### Exercise materials
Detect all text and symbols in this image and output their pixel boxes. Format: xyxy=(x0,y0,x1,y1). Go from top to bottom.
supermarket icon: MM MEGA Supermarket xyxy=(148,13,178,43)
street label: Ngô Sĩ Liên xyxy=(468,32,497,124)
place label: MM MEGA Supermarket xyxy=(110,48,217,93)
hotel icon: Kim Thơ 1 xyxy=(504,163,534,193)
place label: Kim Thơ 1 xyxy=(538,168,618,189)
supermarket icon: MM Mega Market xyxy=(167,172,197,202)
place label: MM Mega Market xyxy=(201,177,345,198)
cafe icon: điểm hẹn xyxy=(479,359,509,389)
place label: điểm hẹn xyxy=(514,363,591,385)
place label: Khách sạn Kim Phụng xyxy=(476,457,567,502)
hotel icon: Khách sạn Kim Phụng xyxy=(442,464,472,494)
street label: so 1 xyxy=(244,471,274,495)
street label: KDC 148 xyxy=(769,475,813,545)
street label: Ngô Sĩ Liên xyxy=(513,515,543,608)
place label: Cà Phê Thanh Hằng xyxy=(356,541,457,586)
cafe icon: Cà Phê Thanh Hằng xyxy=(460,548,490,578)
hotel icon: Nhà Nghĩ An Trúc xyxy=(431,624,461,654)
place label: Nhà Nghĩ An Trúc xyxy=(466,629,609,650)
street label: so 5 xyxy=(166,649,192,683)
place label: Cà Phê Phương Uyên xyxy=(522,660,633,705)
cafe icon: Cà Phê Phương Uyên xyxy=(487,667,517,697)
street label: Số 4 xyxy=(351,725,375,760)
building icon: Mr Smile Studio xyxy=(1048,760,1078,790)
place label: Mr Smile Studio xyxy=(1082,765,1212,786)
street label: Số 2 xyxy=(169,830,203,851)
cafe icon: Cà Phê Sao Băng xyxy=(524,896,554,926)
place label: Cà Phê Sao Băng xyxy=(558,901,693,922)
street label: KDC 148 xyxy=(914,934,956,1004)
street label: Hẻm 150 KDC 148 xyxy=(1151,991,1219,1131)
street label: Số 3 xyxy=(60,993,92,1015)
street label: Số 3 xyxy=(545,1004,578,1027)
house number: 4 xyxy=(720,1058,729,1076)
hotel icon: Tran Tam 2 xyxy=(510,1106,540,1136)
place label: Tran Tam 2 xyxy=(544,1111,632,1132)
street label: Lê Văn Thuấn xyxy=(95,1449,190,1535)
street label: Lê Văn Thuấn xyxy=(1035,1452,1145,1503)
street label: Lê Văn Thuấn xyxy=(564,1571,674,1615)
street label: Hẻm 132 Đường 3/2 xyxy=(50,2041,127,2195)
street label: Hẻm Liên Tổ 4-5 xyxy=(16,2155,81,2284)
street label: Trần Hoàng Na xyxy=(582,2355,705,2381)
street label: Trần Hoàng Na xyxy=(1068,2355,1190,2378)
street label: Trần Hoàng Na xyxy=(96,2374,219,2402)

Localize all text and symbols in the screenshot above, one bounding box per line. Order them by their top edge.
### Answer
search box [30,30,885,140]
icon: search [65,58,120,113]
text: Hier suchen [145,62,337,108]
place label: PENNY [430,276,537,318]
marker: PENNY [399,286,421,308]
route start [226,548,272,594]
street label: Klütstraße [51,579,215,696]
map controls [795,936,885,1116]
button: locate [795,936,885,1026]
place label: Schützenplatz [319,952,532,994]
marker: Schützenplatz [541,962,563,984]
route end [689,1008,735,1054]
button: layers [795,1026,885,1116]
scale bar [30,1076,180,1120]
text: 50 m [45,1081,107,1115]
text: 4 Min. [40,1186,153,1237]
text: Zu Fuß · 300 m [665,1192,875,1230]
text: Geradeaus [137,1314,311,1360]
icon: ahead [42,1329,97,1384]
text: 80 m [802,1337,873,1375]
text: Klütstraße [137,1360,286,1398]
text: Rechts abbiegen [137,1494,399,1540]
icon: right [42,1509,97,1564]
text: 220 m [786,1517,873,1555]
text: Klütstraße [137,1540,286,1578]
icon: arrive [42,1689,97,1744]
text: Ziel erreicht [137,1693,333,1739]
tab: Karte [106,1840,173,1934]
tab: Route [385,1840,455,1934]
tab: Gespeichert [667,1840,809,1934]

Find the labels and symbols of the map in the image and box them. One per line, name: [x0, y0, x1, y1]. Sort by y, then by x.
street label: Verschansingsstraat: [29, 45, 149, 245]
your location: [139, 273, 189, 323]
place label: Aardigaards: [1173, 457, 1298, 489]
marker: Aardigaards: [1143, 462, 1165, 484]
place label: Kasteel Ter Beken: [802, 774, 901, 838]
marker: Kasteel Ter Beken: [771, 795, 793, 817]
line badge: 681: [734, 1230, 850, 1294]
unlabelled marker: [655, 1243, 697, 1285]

### Exercise goal
Write out the data above once more, exactly as it stands.

### Response to this exercise
Detect all text and symbols in this image and output their pixel boxes. Format: xyxy=(x0,y0,x1,y1). Go from top to bottom.
supermarket icon: MM MEGA Supermarket xyxy=(148,13,178,43)
street label: Ngô Sĩ Liên xyxy=(468,32,497,124)
place label: MM MEGA Supermarket xyxy=(110,48,217,93)
hotel icon: Kim Thơ 1 xyxy=(504,163,534,193)
place label: Kim Thơ 1 xyxy=(538,168,618,189)
supermarket icon: MM Mega Market xyxy=(167,172,197,202)
place label: MM Mega Market xyxy=(201,177,345,198)
cafe icon: điểm hẹn xyxy=(479,359,509,389)
place label: điểm hẹn xyxy=(514,363,591,385)
place label: Khách sạn Kim Phụng xyxy=(476,457,567,502)
hotel icon: Khách sạn Kim Phụng xyxy=(442,464,472,494)
street label: so 1 xyxy=(244,471,274,495)
street label: KDC 148 xyxy=(769,475,813,545)
street label: Ngô Sĩ Liên xyxy=(513,515,543,608)
place label: Cà Phê Thanh Hằng xyxy=(356,541,457,586)
cafe icon: Cà Phê Thanh Hằng xyxy=(460,548,490,578)
hotel icon: Nhà Nghĩ An Trúc xyxy=(431,624,461,654)
place label: Nhà Nghĩ An Trúc xyxy=(466,629,609,650)
street label: so 5 xyxy=(166,649,192,683)
place label: Cà Phê Phương Uyên xyxy=(522,660,633,705)
cafe icon: Cà Phê Phương Uyên xyxy=(487,667,517,697)
street label: Số 4 xyxy=(351,725,375,760)
building icon: Mr Smile Studio xyxy=(1048,760,1078,790)
place label: Mr Smile Studio xyxy=(1082,765,1212,786)
street label: Số 2 xyxy=(169,830,203,851)
cafe icon: Cà Phê Sao Băng xyxy=(524,896,554,926)
place label: Cà Phê Sao Băng xyxy=(558,901,693,922)
street label: KDC 148 xyxy=(914,934,956,1004)
street label: Hẻm 150 KDC 148 xyxy=(1151,991,1219,1131)
street label: Số 3 xyxy=(60,993,92,1015)
street label: Số 3 xyxy=(545,1004,578,1027)
house number: 4 xyxy=(720,1058,729,1076)
hotel icon: Tran Tam 2 xyxy=(510,1106,540,1136)
place label: Tran Tam 2 xyxy=(544,1111,632,1132)
street label: Lê Văn Thuấn xyxy=(95,1449,190,1535)
street label: Lê Văn Thuấn xyxy=(1035,1452,1145,1503)
street label: Lê Văn Thuấn xyxy=(564,1571,674,1615)
street label: Hẻm 132 Đường 3/2 xyxy=(50,2041,127,2195)
street label: Hẻm Liên Tổ 4-5 xyxy=(16,2155,81,2284)
street label: Trần Hoàng Na xyxy=(582,2355,705,2381)
street label: Trần Hoàng Na xyxy=(1068,2355,1190,2378)
street label: Trần Hoàng Na xyxy=(96,2374,219,2402)

Localize all text and symbols in the screenshot above, one bounding box per line. Order them by their top edge.
### Answer
search box [30,30,885,140]
icon: search [65,58,120,113]
text: Hier suchen [145,62,337,108]
place label: PENNY [430,276,537,318]
marker: PENNY [399,286,421,308]
route start [226,548,272,594]
street label: Klütstraße [51,579,215,696]
map controls [795,936,885,1116]
button: locate [795,936,885,1026]
place label: Schützenplatz [319,952,532,994]
marker: Schützenplatz [541,962,563,984]
route end [689,1008,735,1054]
button: layers [795,1026,885,1116]
scale bar [30,1076,180,1120]
text: 50 m [45,1081,107,1115]
text: 4 Min. [40,1186,153,1237]
text: Zu Fuß · 300 m [665,1192,875,1230]
text: Geradeaus [137,1314,311,1360]
icon: ahead [42,1329,97,1384]
text: 80 m [802,1337,873,1375]
text: Klütstraße [137,1360,286,1398]
text: Rechts abbiegen [137,1494,399,1540]
icon: right [42,1509,97,1564]
text: 220 m [786,1517,873,1555]
text: Klütstraße [137,1540,286,1578]
icon: arrive [42,1689,97,1744]
text: Ziel erreicht [137,1693,333,1739]
tab: Karte [106,1840,173,1934]
tab: Route [385,1840,455,1934]
tab: Gespeichert [667,1840,809,1934]

Find the labels and symbols of the map in the image and box them. One per line, name: [x0, y0, x1, y1]. Sort by y, then by x.
street label: Verschansingsstraat: [29, 45, 149, 245]
your location: [139, 273, 189, 323]
place label: Aardigaards: [1173, 457, 1298, 489]
marker: Aardigaards: [1143, 462, 1165, 484]
place label: Kasteel Ter Beken: [802, 774, 901, 838]
marker: Kasteel Ter Beken: [771, 795, 793, 817]
line badge: 681: [734, 1230, 850, 1294]
unlabelled marker: [655, 1243, 697, 1285]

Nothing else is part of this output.